Der Einsatz von Psychopharmaka in Senioreneinrichtungen in Deutschland steht seit Jahren in der
Kritik - oftmals würden sie nur zur Ruhigstellung nicht aber aus medizinischen Gründen
verordnet. Renate Wittig hat für ihre hier vorgelegte Studie anhand von Daten der
AOK-Versicherten die Verordnung von Psychopharmaka in den Jahren 2010 bis einschließlich 2014
mit Blick auf alters- und geschlechtsspezifische Besonderheiten analysiert. Ein besonderes
Interesse galt dabei der Frage in welcher Pflegestufe sich diese Patienten während des
Einnahmezeitraums befanden und ob es sich um Bewohner einer Pflegeeinrichtung handelte.
Entgegen den Erwartungen erfolgten die meisten Psychopharmaka-Verordnungen für Patienten der
Pflegestufe 0. Gerade für diese wäre ein Ausweichen auf andere Therapiemöglichkeiten und
-optionen und Interventionen durchaus möglich hilfreich und sinnvoll. In der Altersklasse von
70 bis 75 Jahre sind für die männlichen und in der Altersklasse von 75 bis 80 Jahre für die
weiblichen Versicherten die höchsten Verordnungszahlen gefunden worden. Gesondert betrachtet
wurden die Psycholeptika-Verordnungen der AOK-Versicherten im Zeitraum von 2010 bis 2015. Im
Fokus standen dabei insbesondere Benzodiazepin- und Antidepressiva-Verordnungen. Obwohl durch
Studien belegt ist dass deren Einnahme über einen Zeitraum von mehr als 3 Monaten das Risiko
an einer Alzheimer-Demenz zu erkranken um rund fünfzig Prozent steigert werden Benzodiazepine
besonders in der Altersklasse der 70- bis 80-Jährigen noch immer in hohem Ausmaße verordnet.
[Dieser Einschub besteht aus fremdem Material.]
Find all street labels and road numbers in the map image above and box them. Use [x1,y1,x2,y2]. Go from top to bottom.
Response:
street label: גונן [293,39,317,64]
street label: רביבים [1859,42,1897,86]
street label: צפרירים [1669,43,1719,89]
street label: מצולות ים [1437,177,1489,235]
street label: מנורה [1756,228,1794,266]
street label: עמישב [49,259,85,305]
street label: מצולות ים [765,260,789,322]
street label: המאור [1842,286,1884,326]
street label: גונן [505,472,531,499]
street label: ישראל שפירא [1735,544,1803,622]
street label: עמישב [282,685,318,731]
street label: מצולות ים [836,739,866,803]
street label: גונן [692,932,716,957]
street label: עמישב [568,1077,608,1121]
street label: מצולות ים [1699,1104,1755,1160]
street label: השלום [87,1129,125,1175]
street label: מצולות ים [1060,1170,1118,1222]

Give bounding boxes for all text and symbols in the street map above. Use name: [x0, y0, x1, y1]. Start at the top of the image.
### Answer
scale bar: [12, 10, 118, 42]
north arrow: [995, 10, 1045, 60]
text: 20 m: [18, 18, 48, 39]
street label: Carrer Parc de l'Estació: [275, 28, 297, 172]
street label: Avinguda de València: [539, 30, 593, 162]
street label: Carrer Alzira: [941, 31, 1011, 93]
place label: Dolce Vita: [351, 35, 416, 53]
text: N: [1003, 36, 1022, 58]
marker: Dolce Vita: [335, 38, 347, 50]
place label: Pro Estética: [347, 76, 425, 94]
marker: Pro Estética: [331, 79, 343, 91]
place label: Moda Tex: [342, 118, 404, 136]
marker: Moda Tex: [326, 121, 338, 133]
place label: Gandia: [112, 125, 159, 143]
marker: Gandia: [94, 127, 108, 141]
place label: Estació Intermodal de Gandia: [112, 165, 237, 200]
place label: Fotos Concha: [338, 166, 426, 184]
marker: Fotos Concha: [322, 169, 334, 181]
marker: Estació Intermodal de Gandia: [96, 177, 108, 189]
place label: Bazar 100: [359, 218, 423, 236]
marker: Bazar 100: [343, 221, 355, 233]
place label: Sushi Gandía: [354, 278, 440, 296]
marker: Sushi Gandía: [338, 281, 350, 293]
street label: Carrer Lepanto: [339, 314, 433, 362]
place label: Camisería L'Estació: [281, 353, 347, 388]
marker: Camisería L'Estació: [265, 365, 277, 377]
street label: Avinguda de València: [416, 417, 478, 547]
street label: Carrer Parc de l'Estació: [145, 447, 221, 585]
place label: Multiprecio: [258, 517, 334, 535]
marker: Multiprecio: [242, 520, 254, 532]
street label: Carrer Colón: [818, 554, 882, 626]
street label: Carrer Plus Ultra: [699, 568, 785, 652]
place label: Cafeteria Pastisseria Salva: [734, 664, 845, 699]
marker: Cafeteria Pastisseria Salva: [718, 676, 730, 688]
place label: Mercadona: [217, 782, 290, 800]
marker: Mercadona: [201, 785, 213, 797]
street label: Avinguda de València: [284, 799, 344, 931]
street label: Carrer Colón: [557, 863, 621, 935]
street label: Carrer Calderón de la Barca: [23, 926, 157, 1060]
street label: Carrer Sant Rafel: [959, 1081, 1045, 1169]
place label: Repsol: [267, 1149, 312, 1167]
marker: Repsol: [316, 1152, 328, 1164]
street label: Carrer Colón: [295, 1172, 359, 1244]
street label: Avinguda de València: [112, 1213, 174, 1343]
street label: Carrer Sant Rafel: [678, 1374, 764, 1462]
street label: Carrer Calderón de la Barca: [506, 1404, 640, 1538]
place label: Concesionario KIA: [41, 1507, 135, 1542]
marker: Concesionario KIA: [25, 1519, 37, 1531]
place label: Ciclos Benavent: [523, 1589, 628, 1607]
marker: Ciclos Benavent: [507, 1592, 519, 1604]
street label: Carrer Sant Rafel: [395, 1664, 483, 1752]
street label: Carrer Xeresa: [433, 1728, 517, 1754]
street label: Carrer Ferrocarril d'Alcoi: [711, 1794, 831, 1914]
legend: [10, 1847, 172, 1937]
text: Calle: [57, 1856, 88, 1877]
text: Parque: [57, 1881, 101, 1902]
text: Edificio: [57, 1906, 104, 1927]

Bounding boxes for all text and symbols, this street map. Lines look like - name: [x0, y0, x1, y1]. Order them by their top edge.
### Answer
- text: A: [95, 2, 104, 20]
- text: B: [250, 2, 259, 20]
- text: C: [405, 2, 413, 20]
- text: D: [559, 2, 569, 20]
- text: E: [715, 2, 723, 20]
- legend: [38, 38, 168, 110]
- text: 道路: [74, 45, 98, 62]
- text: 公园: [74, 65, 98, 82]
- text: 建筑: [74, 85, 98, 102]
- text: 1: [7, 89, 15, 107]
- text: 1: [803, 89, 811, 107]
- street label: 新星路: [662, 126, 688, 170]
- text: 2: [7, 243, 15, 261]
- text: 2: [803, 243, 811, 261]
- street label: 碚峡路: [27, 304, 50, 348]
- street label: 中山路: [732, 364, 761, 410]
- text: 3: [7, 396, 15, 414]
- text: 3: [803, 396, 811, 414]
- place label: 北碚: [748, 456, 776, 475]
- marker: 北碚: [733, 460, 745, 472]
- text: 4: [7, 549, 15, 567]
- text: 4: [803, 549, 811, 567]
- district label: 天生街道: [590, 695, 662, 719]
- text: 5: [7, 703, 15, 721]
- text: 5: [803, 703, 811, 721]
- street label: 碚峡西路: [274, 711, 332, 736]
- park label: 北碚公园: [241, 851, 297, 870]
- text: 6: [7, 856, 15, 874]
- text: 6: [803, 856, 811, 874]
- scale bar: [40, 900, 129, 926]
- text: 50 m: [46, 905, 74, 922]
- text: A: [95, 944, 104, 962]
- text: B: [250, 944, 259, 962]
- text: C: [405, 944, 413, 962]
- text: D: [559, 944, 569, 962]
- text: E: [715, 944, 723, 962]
Über die Analyse hinaus gibt Wittig einen Abriss über den Einfluss von Psychopharmaka auf
kognitive Fähigkeiten und belegt unter Bezugnahme auf bereits vorhandene Studien dass
verschiedene alternative Wege möglich sind den Alltag von an Demenz oder Depression erkrankten
Senioren durch nichtmedikamentöse Interventionen wesentlich zu erleichtern. Dabei geht es vor
allem darum die Lebensqualität zu steigern und die Alltagskompetenz zu erhöhen. Wittig stellt
geeignete Trainingsprogramme für Senioren zur Steigerung der physischen und kognitiven
Leistungsfähigkeit vor und bewertet sie. Das Buch richtet sich insbesondere an die Leitungen
von Senioreneinrichtungen an Pflegedienstleitungen und heimversorgende Apotheken aber auch an
Ärzte die Pflegeheime betreuen sowie an Betroffene und Interessierte im Bereich der Pflege.
Sowohl die Bewohner dieser Einrichtungen als auch das Pflegepersonal würden unmittelbar von
einer Berücksichtigung und Umsetzung der hier präsentierten Ergebnisse profitieren.